The Marchioness's predecessor as the Prince Regent's mistress had been Maria Fitzherbert, a Roman Catholic. Other Catholics disapproved of the Marchioness's influence over the prince, referring to "the fatal witchery of an unworthy secret influence" that they felt had turned him against the idea of Catholic emancipation. George Canning, speaking for the party in power, made use of these comments to say that, if Lady Hertford was really responsible for the prince's political decisions, she was "Britain's guardian angel". Isabella made a point of humiliating Mrs Fitzherbert and by 1811 the Prince had formally separated from her.

On the death of her mother in 1807, she inherited Temple Newsam in West Yorkshire, where the Prince of Wales had paid her a visit. She and her husband added the name of Ingram to their surname due to the fortune they inherited from her family. Lavish entertainments were held at Hertford House attended by the Prince, members of the royal family and visiting nobles, including for victory celebrations in 1814. Isabella's dresses were reported in the press including a Greek-style ostrich feather head-dress worn in 1813 styled on the Prince's crest.

Lady Hertford's relationship with the Prince, now prince regent, ended in 1819, when he turned his attentions to Elizabeth Conyngham, Marchioness Conyngham. According to Greville’s diary for 9 June 1820:

Somebody asked Lady Hertford if she had been aware of the King's admiration for Lady Conyngham, and whether he had ever talked to her about Lady C. She replied that 'intimately as she had known the King, and openly as he had always talked to her upon every subject, he had never ventured to speak to her upon that of his mistresses'.

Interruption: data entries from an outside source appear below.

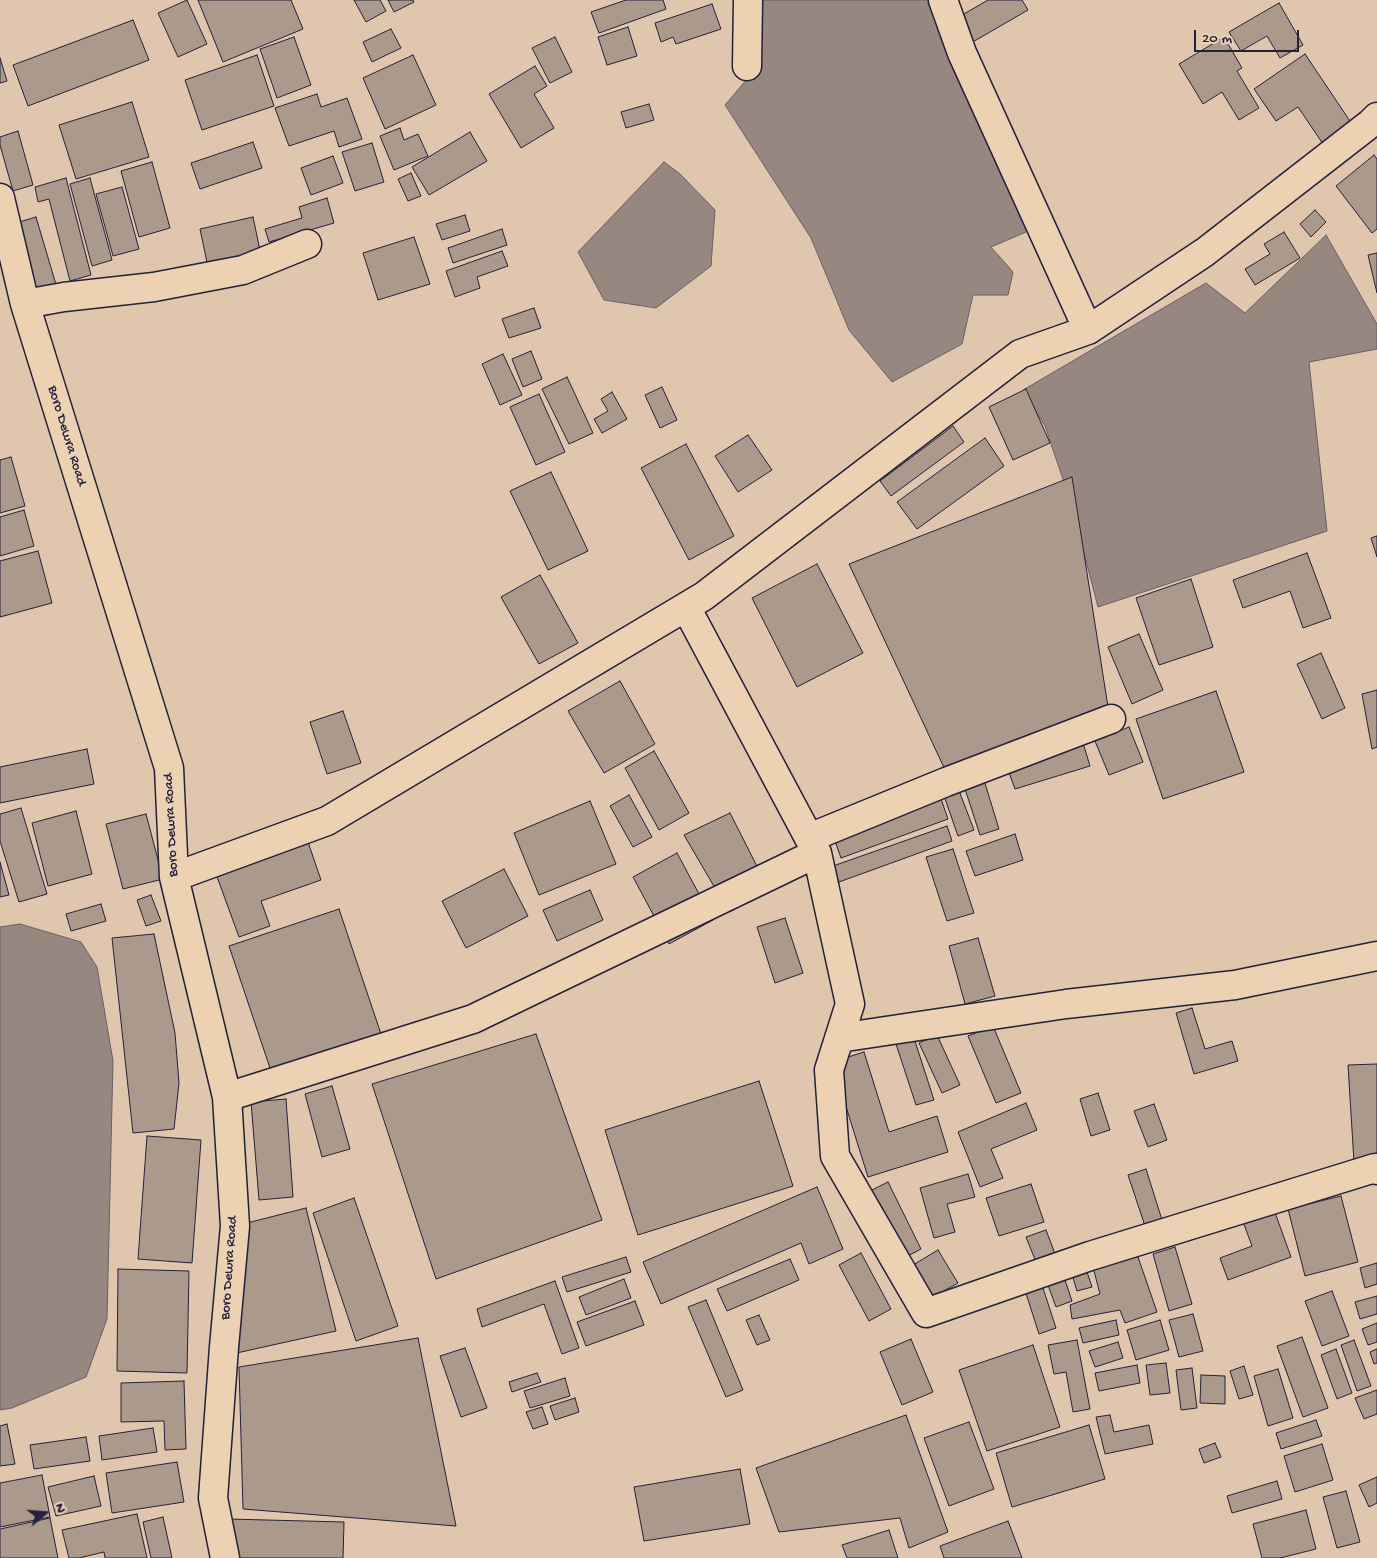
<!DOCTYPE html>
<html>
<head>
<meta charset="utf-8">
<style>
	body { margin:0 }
	#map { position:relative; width:1377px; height:1558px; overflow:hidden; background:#e0c6ac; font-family:"Gochi Hand",sans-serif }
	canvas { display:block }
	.north { position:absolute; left:20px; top:1488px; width:50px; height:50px; -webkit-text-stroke:4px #ecd1b3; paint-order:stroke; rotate:72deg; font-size:14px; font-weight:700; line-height:20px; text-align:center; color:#22223b }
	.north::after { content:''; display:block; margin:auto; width:18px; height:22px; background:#22223b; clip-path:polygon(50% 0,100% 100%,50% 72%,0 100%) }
	.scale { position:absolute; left:1194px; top:30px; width:105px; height:22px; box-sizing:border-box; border:2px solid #22223b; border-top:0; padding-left:6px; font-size:15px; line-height:18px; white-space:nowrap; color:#22223b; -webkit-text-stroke:4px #ecd1b3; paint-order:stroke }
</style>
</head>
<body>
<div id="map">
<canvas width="1377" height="1558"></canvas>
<div class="north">N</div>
<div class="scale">20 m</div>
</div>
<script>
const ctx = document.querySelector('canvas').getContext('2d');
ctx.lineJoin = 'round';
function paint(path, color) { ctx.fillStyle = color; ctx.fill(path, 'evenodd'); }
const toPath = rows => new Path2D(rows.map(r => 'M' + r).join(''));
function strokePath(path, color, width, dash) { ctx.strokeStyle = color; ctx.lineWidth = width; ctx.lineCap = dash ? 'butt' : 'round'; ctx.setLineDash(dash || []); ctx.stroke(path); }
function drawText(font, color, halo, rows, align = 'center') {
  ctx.font = font + ' "Gochi Hand",sans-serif'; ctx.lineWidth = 4; ctx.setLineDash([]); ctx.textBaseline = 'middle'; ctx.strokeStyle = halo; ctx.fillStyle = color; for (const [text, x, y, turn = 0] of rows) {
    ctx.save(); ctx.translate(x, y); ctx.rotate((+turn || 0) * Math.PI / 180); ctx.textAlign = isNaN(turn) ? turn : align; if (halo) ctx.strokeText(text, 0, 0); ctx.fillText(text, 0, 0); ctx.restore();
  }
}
const water = toPath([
	[756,0,939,0,1031,230,991,247,1013,272,1008,295,973,295,962,344,892,382,849,330,811,238,725,105,754,71,756,0],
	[664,162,680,174,715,210,711,266,656,308,604,300,578,252,664,162],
	[1326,235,1377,324,1377,349,1309,362,1327,531,1098,607,1071,503,1045,426,1023,390,1206,283,1245,313,1326,235],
	[20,924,81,942,97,967,113,1061,107,1319,86,1377,12,1408,0,1410,0,927,20,924]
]);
paint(water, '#978781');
strokePath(water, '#685f65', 1);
const building = toPath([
	[187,0,207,44,178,57,158,13,187,0],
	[198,0,291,0,303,29,223,62,198,0],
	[354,0,380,0,386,11,366,22,354,0],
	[388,0,413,0,414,2,394,12,388,0],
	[626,0,663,0,666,9,599,33,591,12,626,0],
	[988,0,1022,0,1028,10,971,43,957,18,988,0],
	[1279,3,1303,45,1280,58,1267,36,1241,51,1229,32,1279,3],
	[712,4,721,29,676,44,673,37,661,42,655,23,712,4],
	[133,20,149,60,28,106,13,65,133,20],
	[628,27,637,56,607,65,598,37,628,27],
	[391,29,401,48,372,62,363,42,391,29],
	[294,37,311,85,277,98,260,49,294,37],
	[555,37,572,72,550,83,532,48,555,37],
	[1224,37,1242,68,1237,71,1259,108,1239,120,1222,92,1203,104,1179,64,1224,37],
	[1305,54,1352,124,1323,144,1298,107,1276,121,1254,89,1305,54],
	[257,55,274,106,202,130,185,80,257,55],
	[413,55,436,105,385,129,363,78,413,55],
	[0,58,7,81,0,83,0,58],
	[535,66,547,86,534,94,554,128,521,148,489,94,535,66],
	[317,94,321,107,347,98,362,139,339,147,334,131,289,146,275,108,317,94],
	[132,102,149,157,76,179,59,125,132,102],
	[649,104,654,120,626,128,621,112,649,104],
	[400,128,404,140,418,134,428,156,394,170,380,136,400,128],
	[18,131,33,185,13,191,0,145,0,137,18,131],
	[470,132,487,161,429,195,412,167,470,132],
	[253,142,262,168,200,189,191,163,253,142],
	[372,143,384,182,355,191,342,152,372,143],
	[1374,155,1377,159,1377,229,1372,233,1336,186,1374,155],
	[333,156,343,183,311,195,301,168,333,156],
	[152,162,170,228,139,237,121,171,152,162],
	[411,173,421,196,408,201,398,179,411,173],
	[66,178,91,275,70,281,49,199,38,202,35,187,66,178],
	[90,178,112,260,92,266,70,184,90,178],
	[122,187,139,249,113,256,96,194,122,187],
	[327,198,334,223,269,242,265,229,302,218,299,207,327,198],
	[1315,210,1326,222,1311,237,1300,224,1315,210],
	[465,215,470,231,442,240,436,224,465,215],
	[36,217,57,288,37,294,16,223,36,217],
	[253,217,261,255,208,267,200,229,253,217],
	[502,229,507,245,453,263,448,248,502,229],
	[1284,232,1300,258,1255,285,1245,269,1270,254,1264,244,1284,232],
	[414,237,430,284,378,300,363,253,414,237],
	[502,251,508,266,477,277,480,288,455,297,446,271,502,251],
	[1377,253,1377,293,1368,255,1377,253],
	[534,308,541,328,509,338,502,319,534,308],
	[531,351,542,379,523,387,512,359,531,351],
	[503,354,522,395,500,405,482,364,503,354],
	[567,377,593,433,569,444,542,389,567,377],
	[662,387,677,420,660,428,645,395,662,387],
	[1026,389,1050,443,1013,460,989,407,1026,389],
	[612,392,627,419,602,433,594,419,608,411,601,399,612,392],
	[539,394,565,452,536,465,510,407,539,394],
	[953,426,964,442,891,496,880,481,953,426],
	[748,435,772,470,738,492,715,456,748,435],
	[985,438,1004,466,917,529,897,502,985,438],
	[686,444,734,536,689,560,641,468,686,444],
	[11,457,25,506,0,513,0,460,11,457],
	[551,472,588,551,548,570,510,491,551,472],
	[1072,477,1108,707,947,774,849,564,1072,477],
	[24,510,34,546,0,556,0,517,24,510],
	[1377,536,1377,557,1371,538,1377,536],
	[38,551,52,603,0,617,0,561,38,551],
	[1307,553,1331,618,1303,628,1290,591,1243,608,1233,580,1307,553],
	[817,564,863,653,797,687,752,598,817,564],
	[540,575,578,643,539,664,501,597,540,575],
	[1191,579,1213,647,1159,665,1136,598,1191,579],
	[1139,634,1163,690,1132,704,1108,647,1139,634],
	[1321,653,1345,708,1322,719,1297,664,1321,653],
	[620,681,655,744,604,773,568,711,620,681],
	[1377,690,1377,747,1372,749,1362,694,1377,690],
	[1216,691,1244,772,1163,799,1136,719,1216,691],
	[343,711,361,763,327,774,310,722,343,711],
	[1129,727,1143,762,1109,775,1095,741,1129,727],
	[1083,743,1090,766,1015,789,1007,767,1083,743],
	[87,749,94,784,0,803,0,767,87,749],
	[654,751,689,813,659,830,625,768,654,751],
	[984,780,999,829,980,835,964,786,984,780],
	[958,788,974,830,958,836,943,793,958,788],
	[629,795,652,837,633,847,610,806,629,795],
	[940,796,948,819,841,858,833,835,940,796],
	[590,801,616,864,539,895,514,833,590,801],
	[21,808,47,894,19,902,0,841,0,814,21,808],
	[76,811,92,874,48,886,32,823,76,811],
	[730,813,769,890,729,912,684,835,730,813],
	[146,814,163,879,123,889,106,824,146,814],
	[947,826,952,841,839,882,833,866,947,826],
	[1015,834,1023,860,975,876,966,851,1015,834],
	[308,842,321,880,261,901,270,926,239,937,216,874,308,842],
	[953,849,974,913,947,921,926,857,953,849],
	[677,853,713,920,669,944,633,877,677,853],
	[0,862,9,895,0,897,0,862],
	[504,869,528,916,466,948,442,901,504,869],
	[590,890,603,920,557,941,543,910,590,890],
	[151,895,161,921,146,926,137,900,151,895],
	[101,904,106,921,71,931,66,914,101,904],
	[339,909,381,1034,271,1071,229,946,339,909],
	[785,918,803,973,775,983,757,927,785,918],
	[154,934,175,1033,179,1083,174,1129,133,1133,112,938,154,934],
	[978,938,995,996,965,1004,949,946,978,938],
	[1192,1008,1205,1049,1232,1041,1238,1061,1194,1074,1176,1013,1192,1008],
	[993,1026,1021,1093,996,1103,968,1036,993,1026],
	[536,1034,602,1220,436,1279,372,1084,536,1034],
	[937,1035,960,1085,942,1093,919,1043,937,1035],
	[914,1038,934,1100,916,1105,896,1044,914,1038],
	[864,1052,889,1132,937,1116,948,1152,868,1177,832,1062,864,1052],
	[1377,1064,1377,1161,1354,1162,1348,1065,1377,1064],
	[759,1081,793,1186,638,1235,605,1130,759,1081],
	[332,1086,350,1149,322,1157,305,1094,332,1086],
	[1098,1093,1110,1130,1091,1136,1080,1099,1098,1093],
	[286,1099,293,1197,259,1200,251,1102,286,1099],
	[1026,1103,1037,1130,991,1149,1003,1178,980,1187,958,1132,1026,1103],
	[1154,1104,1167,1140,1148,1147,1134,1111,1154,1104],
	[147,1136,201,1140,192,1263,138,1259,147,1136],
	[1146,1169,1163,1223,1146,1229,1128,1175,1146,1169],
	[968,1174,975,1197,947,1204,955,1232,934,1238,920,1188,968,1174],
	[888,1182,921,1249,902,1259,868,1192,888,1182],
	[1031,1184,1044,1222,999,1236,986,1198,1031,1184],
	[817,1187,843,1249,809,1264,801,1243,661,1304,643,1262,817,1187],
	[1341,1196,1358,1262,1305,1276,1288,1209,1341,1196],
	[354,1198,398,1326,356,1341,313,1213,354,1198],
	[1273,1207,1291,1257,1228,1280,1220,1258,1252,1246,1242,1219,1273,1207],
	[306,1208,336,1331,232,1354,239,1225,306,1208],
	[1046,1230,1057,1259,1038,1267,1026,1237,1046,1230],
	[1175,1247,1192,1304,1169,1311,1153,1254,1175,1247],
	[938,1250,958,1283,926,1301,908,1268,938,1250],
	[861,1253,891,1309,869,1321,839,1265,861,1253],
	[626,1257,631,1272,567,1292,562,1277,626,1257],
	[1138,1257,1157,1312,1125,1323,1120,1310,1072,1319,1070,1305,1100,1294,1092,1263,1138,1257],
	[790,1259,799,1280,727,1311,717,1289,790,1259],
	[1377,1263,1377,1284,1365,1288,1360,1268,1377,1263],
	[1085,1266,1092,1287,1077,1291,1071,1271,1085,1266],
	[118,1269,189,1271,187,1373,117,1371,118,1269],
	[1062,1271,1072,1301,1056,1307,1045,1277,1062,1271],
	[624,1279,631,1298,586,1315,579,1297,624,1279],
	[555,1281,579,1348,562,1354,544,1304,482,1327,477,1309,555,1281],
	[1041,1282,1056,1328,1039,1334,1024,1287,1041,1282],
	[1332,1291,1349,1336,1322,1346,1305,1301,1332,1291],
	[1377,1296,1377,1314,1360,1319,1355,1302,1377,1296],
	[706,1300,743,1390,726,1397,688,1307,706,1300],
	[635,1301,644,1325,586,1346,577,1322,635,1301],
	[1193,1314,1203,1351,1179,1357,1169,1320,1193,1314],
	[759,1315,770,1340,757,1345,746,1320,759,1315],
	[1116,1320,1119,1335,1083,1343,1079,1328,1116,1320],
	[1160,1320,1169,1350,1136,1360,1127,1330,1160,1320],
	[1377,1323,1377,1342,1368,1345,1362,1329,1377,1323],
	[1302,1337,1328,1408,1303,1417,1277,1346,1302,1337],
	[418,1338,456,1526,243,1509,239,1367,418,1338],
	[911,1339,933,1392,902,1405,880,1352,911,1339],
	[1077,1340,1090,1409,1073,1412,1066,1372,1054,1374,1048,1345,1077,1340],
	[1354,1340,1371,1386,1357,1391,1341,1345,1354,1340],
	[1118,1342,1123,1358,1095,1367,1089,1351,1118,1342],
	[1033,1345,1060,1427,987,1451,959,1370,1033,1345],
	[465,1348,487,1408,461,1417,440,1356,465,1348],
	[1336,1349,1352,1393,1337,1399,1321,1355,1336,1349],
	[1377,1349,1377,1363,1374,1364,1370,1352,1377,1349],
	[1166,1363,1170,1393,1150,1395,1146,1365,1166,1363],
	[1137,1365,1140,1383,1099,1391,1095,1373,1137,1365],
	[1244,1366,1253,1395,1239,1399,1230,1371,1244,1366],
	[1192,1368,1197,1408,1181,1410,1176,1370,1192,1368],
	[1278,1369,1293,1418,1268,1426,1254,1376,1278,1369],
	[537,1373,541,1382,512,1392,509,1382,537,1373],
	[1201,1375,1225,1376,1225,1404,1200,1403,1201,1375],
	[565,1378,570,1396,530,1408,524,1391,565,1378],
	[184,1381,186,1449,165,1450,164,1421,121,1422,121,1383,184,1381],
	[1377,1390,1377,1414,1364,1419,1355,1398,1377,1390],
	[575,1398,579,1412,555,1420,550,1406,575,1398],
	[542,1407,548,1424,533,1429,526,1412,542,1407],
	[906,1415,948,1532,909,1548,900,1518,779,1532,756,1468,906,1415],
	[1110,1415,1114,1432,1149,1425,1153,1444,1105,1454,1096,1417,1110,1415],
	[1316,1420,1322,1436,1281,1449,1276,1433,1316,1420],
	[969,1422,994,1489,949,1506,924,1438,969,1422],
	[7,1424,15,1464,0,1466,0,1426,7,1424],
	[1089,1425,1105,1479,1012,1507,996,1453,1089,1425],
	[153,1428,157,1452,102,1460,99,1436,153,1428],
	[86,1437,90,1461,34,1469,30,1445,86,1437],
	[1215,1443,1221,1457,1204,1463,1199,1449,1215,1443],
	[1322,1444,1333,1480,1295,1492,1284,1456,1322,1444],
	[177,1462,184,1502,112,1513,106,1473,177,1462],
	[740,1469,750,1524,644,1541,634,1487,740,1469],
	[42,1475,50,1517,0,1527,0,1483,42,1475],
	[94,1476,101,1506,56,1516,48,1487,94,1476],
	[1377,1477,1377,1503,1369,1507,1359,1485,1377,1477],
	[1277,1481,1282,1499,1232,1513,1227,1496,1277,1481],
	[1346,1491,1360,1542,1337,1548,1323,1497,1346,1491],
	[1306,1510,1316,1549,1280,1558,1262,1558,1253,1524,1306,1510],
	[137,1514,147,1558,105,1558,104,1552,79,1558,69,1558,62,1530,137,1514],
	[163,1517,172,1558,151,1558,143,1522,163,1517],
	[50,1518,58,1558,0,1558,0,1529,50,1518],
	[228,1519,344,1522,343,1558,233,1558,228,1519],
	[1008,1521,1022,1558,944,1558,940,1546,1008,1521],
	[889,1530,898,1558,847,1558,842,1545,889,1530]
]);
paint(building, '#ab998c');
strokePath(building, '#22223b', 1);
const minor = toPath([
	[943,0,962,53,1088,330],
	[747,66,748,0],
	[0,198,25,304,169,768,174,877,227,1097,235,1226,224,1347,213,1498,225,1558],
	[25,304,64,297,154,287,243,270,307,244],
	[809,838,946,782,1111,719],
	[817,853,850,1004,829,1070,835,1156,926,1313,1090,1256,1375,1168,1377,1170],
	[174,877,327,821,704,596,1020,354,1088,330,1205,252,1371,123,1377,117],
	[839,1038,1066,1004,1235,985,1377,956],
	[227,1097,473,1019,817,853,686,607]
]);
strokePath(minor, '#22223b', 31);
strokePath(minor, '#ecd1b3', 28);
drawText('14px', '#22223b', '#ecd1b3', [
	["Boro Dewra Road",66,436,73],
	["Boro Dewra Road",172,825,-93],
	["Boro Dewra Road",230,1268,-86]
]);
</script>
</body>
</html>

Isabella continued to spend the season in London, but otherwise lived at Temple Newsam. Here she busied herself with charitable works, being the patron or member of many events and societies, and was noted for her benevolence to the poor as well as her generosity to the servants at Temple Newsam who held an annual ball and supper in the house. Lady Hertford died in 1834 after catching a cold on her way from Temple Newsam to London by carriage. Her obituary in The Leeds Intelligencer described her as 'Her intellectual character, and high attainments, formed the least part of her excellencies; however enlightened her mind, her heart was warmer still. To the poor and the distressed her munificence was all but unbounded'.